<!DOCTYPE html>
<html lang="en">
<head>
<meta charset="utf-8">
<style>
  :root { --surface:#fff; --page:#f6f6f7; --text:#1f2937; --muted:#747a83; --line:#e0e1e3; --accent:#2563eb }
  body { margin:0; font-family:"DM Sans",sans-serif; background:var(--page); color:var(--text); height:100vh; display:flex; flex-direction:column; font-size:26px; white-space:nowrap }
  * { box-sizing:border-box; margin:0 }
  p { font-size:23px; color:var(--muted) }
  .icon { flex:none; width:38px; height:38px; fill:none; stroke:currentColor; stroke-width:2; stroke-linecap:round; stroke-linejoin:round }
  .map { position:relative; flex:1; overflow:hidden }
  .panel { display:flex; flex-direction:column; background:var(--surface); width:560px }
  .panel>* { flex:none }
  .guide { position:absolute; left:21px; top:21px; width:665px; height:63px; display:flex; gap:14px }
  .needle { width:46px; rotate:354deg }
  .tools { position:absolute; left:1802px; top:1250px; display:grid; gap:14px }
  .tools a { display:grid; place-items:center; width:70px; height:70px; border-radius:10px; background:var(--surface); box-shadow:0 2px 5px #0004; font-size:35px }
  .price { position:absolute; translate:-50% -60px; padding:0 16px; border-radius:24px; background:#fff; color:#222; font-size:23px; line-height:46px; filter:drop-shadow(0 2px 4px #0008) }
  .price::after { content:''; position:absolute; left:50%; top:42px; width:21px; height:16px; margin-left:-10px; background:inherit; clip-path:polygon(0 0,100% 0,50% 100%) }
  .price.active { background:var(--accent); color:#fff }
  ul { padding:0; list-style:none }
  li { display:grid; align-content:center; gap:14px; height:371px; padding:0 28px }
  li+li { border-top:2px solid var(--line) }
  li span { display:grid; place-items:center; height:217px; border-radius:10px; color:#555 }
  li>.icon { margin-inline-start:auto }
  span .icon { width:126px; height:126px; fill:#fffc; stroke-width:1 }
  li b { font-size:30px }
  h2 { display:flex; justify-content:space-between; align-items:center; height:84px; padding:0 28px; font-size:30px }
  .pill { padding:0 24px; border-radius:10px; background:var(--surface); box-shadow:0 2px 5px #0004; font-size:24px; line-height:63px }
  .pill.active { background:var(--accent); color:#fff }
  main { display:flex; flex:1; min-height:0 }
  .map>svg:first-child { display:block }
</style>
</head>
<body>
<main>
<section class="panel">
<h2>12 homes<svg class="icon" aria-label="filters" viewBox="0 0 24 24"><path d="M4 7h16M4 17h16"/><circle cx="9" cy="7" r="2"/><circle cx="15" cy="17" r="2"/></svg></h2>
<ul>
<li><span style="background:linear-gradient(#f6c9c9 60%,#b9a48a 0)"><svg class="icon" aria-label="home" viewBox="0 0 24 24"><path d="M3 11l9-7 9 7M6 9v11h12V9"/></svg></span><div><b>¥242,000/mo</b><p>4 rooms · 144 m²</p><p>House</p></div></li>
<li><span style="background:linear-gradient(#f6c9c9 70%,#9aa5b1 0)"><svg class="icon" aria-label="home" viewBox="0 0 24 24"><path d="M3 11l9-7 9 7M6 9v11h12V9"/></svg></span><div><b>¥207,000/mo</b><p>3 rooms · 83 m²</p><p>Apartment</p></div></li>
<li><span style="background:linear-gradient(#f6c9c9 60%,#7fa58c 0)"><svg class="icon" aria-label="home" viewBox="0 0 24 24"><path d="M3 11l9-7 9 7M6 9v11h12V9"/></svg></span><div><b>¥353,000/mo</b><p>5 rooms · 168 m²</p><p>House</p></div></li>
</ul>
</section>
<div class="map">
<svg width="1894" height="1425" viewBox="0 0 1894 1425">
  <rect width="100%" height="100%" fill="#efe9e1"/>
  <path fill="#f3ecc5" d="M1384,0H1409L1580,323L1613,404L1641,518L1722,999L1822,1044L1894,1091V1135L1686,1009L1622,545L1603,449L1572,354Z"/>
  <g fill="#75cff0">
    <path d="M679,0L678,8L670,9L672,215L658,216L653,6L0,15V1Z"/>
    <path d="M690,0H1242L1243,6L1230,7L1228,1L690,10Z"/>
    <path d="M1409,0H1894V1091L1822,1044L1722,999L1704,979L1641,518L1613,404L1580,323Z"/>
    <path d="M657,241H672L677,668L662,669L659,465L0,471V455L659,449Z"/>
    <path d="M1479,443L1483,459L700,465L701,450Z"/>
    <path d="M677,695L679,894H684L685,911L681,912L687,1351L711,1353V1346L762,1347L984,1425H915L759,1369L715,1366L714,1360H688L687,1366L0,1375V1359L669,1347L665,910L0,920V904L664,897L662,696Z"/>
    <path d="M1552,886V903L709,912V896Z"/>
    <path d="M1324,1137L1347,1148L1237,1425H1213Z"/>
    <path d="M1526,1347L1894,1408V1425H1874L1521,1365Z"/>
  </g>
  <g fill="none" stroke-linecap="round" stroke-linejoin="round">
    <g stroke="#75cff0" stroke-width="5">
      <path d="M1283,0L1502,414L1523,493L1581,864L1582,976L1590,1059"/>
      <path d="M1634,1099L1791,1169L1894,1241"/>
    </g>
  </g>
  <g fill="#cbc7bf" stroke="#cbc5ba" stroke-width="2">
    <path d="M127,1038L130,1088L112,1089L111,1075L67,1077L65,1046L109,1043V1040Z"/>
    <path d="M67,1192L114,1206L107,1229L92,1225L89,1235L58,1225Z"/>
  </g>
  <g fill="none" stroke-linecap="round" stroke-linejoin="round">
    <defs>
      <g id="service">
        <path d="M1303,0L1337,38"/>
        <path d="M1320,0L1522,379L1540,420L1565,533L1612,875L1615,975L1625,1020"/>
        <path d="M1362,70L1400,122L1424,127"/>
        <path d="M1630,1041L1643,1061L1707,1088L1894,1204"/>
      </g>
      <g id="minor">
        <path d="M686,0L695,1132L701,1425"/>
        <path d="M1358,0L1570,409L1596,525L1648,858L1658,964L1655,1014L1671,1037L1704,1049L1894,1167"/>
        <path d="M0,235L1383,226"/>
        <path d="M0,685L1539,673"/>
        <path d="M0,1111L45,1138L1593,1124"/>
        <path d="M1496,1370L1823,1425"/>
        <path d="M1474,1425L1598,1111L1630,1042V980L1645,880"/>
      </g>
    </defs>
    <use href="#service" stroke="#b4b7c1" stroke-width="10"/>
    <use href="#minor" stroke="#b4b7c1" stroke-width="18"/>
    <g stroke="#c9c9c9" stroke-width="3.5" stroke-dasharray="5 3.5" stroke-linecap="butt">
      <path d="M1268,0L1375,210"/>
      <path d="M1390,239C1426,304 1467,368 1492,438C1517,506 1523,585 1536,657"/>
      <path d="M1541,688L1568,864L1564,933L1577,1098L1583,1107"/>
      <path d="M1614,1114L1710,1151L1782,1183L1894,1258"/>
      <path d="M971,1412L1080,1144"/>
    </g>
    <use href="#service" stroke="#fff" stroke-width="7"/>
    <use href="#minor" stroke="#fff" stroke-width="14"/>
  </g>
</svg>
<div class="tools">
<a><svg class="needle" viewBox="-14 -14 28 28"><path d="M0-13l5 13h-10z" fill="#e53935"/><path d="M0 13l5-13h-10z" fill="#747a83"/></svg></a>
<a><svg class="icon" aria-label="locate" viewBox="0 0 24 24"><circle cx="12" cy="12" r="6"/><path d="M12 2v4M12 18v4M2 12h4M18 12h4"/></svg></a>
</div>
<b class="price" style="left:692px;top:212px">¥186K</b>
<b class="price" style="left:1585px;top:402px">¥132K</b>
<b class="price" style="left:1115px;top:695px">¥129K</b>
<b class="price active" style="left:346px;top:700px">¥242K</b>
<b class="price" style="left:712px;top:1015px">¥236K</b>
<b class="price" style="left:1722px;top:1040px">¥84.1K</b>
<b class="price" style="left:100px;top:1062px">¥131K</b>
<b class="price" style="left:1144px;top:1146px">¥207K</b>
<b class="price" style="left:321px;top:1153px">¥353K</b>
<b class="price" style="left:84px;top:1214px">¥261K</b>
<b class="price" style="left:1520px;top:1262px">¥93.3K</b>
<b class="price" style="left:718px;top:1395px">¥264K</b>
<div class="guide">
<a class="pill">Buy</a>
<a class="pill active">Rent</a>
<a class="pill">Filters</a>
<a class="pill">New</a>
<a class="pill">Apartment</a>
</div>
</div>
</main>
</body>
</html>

#####

The line containing "width:126px; height:126px; fill:#fffc;" marks the end: copy exactly every line from the top of the data above down to it, that line included.

<!DOCTYPE html>
<html lang="en">
<head>
<meta charset="utf-8">
<style>
  :root { --surface:#fff; --page:#f6f6f7; --text:#1f2937; --muted:#747a83; --line:#e0e1e3; --accent:#2563eb }
  body { margin:0; font-family:"DM Sans",sans-serif; background:var(--page); color:var(--text); height:100vh; display:flex; flex-direction:column; font-size:26px; white-space:nowrap }
  * { box-sizing:border-box; margin:0 }
  p { font-size:23px; color:var(--muted) }
  .icon { flex:none; width:38px; height:38px; fill:none; stroke:currentColor; stroke-width:2; stroke-linecap:round; stroke-linejoin:round }
  .map { position:relative; flex:1; overflow:hidden }
  .panel { display:flex; flex-direction:column; background:var(--surface); width:560px }
  .panel>* { flex:none }
  .guide { position:absolute; left:21px; top:21px; width:665px; height:63px; display:flex; gap:14px }
  .needle { width:46px; rotate:354deg }
  .tools { position:absolute; left:1802px; top:1250px; display:grid; gap:14px }
  .tools a { display:grid; place-items:center; width:70px; height:70px; border-radius:10px; background:var(--surface); box-shadow:0 2px 5px #0004; font-size:35px }
  .price { position:absolute; translate:-50% -60px; padding:0 16px; border-radius:24px; background:#fff; color:#222; font-size:23px; line-height:46px; filter:drop-shadow(0 2px 4px #0008) }
  .price::after { content:''; position:absolute; left:50%; top:42px; width:21px; height:16px; margin-left:-10px; background:inherit; clip-path:polygon(0 0,100% 0,50% 100%) }
  .price.active { background:var(--accent); color:#fff }
  ul { padding:0; list-style:none }
  li { display:grid; align-content:center; gap:14px; height:371px; padding:0 28px }
  li+li { border-top:2px solid var(--line) }
  li span { display:grid; place-items:center; height:217px; border-radius:10px; color:#555 }
  li>.icon { margin-inline-start:auto }
  span .icon { width:126px; height:126px; fill:#fffc; stroke-width:1 }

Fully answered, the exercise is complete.